Regierungsverhandlungen in der Krisengesellschaft
Eine blitzförmige Narbe steht auf Harry Potters Stirn. Die Verletzung wurde ihm als Baby zugefügt, als Voldemort, der mächtige dunkle Lord, ihn zu töten versuchte. Diese Narbe schmerzt Harry noch immer, und sie erinnert ihn beständig an seine Mutter, die starb als sie sich schützend vor ihr Baby warf. Die Narbe sagt, du bist verletzlich. Kein unverwundbarer Held, kein Panzer auf zwei Beinen. „Du brauchst dich für das, was du fühlst nicht zu schämen, im Gegenteil, die Tatsache, dass du Schmerz wie diesen empfindest, ist deine größte Stärke“, so versucht der Direktor der Zauberschule Harry zu ermutigen, seinen Schmerz zuzulassen.
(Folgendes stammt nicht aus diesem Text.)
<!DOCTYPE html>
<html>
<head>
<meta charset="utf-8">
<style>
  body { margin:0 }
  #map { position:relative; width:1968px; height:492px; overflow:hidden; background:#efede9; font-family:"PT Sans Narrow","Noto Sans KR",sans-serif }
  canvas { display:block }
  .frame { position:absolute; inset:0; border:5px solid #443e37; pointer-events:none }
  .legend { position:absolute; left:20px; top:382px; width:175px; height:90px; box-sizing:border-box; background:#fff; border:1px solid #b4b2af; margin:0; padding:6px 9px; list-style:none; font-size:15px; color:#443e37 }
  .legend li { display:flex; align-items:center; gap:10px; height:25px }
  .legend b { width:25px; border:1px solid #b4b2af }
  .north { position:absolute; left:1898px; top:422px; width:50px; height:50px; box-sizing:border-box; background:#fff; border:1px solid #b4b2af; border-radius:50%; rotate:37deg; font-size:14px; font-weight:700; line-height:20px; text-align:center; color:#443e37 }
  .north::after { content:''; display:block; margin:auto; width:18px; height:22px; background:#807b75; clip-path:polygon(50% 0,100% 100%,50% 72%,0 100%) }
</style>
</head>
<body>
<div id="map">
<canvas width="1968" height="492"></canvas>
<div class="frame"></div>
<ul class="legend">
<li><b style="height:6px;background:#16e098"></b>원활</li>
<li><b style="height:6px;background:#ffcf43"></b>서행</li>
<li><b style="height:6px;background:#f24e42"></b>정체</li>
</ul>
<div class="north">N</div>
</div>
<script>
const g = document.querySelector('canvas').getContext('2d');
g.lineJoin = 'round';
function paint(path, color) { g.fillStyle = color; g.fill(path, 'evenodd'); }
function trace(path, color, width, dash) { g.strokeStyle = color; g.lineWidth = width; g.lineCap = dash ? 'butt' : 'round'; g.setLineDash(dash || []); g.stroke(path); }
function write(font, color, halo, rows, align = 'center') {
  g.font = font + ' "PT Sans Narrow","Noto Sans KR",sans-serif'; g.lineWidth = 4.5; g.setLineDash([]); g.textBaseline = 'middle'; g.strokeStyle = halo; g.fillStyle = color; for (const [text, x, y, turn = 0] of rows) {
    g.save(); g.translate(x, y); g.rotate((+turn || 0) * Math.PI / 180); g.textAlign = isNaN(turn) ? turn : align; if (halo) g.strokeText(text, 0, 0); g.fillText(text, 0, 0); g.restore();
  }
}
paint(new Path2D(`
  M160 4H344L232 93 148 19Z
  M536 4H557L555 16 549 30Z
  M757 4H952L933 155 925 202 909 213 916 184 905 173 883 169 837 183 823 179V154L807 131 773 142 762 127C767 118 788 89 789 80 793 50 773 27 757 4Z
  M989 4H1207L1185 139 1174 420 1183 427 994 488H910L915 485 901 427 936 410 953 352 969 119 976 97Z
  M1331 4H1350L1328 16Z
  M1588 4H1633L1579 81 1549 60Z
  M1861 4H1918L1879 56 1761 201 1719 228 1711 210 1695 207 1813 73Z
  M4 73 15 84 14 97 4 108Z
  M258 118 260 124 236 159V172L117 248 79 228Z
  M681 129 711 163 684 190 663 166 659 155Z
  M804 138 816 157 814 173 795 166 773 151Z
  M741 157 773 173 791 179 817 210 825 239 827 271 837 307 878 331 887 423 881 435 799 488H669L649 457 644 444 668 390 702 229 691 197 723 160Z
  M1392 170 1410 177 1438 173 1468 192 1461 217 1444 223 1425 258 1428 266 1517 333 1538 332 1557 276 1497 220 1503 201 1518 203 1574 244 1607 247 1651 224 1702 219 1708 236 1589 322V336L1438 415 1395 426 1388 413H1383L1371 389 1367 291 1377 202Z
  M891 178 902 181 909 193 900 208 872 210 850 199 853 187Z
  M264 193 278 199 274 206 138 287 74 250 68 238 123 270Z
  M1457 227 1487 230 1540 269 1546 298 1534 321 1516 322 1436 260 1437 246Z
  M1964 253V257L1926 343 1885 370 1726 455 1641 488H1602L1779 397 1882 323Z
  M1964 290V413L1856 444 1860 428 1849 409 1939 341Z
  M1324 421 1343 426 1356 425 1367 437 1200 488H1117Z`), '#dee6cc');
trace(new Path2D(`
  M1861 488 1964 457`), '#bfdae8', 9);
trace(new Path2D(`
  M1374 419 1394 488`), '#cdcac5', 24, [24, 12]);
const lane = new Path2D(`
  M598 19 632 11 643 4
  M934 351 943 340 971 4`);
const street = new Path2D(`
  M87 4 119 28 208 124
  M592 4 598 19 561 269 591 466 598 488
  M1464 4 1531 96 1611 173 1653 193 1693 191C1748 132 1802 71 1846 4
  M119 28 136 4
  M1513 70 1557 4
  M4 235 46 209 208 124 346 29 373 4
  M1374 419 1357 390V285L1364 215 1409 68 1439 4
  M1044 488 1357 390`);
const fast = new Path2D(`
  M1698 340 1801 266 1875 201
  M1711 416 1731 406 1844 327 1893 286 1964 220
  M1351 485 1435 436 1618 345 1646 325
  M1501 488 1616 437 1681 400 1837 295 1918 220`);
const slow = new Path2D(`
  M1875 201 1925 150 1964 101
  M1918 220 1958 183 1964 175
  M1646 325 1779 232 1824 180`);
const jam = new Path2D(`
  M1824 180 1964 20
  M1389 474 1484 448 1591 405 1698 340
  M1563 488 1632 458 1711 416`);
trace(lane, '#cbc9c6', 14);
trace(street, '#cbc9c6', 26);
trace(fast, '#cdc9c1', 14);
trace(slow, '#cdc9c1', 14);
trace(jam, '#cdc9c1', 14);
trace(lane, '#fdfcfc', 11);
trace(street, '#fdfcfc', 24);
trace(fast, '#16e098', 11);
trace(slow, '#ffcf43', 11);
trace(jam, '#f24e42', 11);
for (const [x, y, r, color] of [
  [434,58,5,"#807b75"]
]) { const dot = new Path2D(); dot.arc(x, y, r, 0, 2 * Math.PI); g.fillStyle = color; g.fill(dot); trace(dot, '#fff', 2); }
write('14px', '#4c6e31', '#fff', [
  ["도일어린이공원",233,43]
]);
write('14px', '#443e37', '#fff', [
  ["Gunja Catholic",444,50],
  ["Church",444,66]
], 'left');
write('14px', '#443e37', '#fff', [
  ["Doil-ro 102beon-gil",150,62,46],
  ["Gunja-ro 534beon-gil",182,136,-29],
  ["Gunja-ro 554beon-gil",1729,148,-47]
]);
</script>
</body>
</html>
Krisen sind Einschnitte und Übergänge, besonders aber sind sie Abschiede. Es sind Trennungen, es sind Verluste. Wo aber ist Platz für den Schmerz darüber? Wo können wir die Bitterkeit schmecken? In Krisengesellschaften wird Tag für Tag, Stunde für Stunde über Abschiede verhandelt ohne sie zu begreifen. Und ohne jede gemeinsame Trauerarbeit. Wir alle haben mit Verletzungen in unserem Leben zu kämpfen. Verletzungen können durch Ressentiments weitergetragen werden, wodurch sie noch mehr Schaden verursachen. Sie können unterdrückt werden und so den Fluss des Lebens zum Stillstand bringen. Oder sie können angenommen werden und so für die Herausforderungen des Lebens frei machen.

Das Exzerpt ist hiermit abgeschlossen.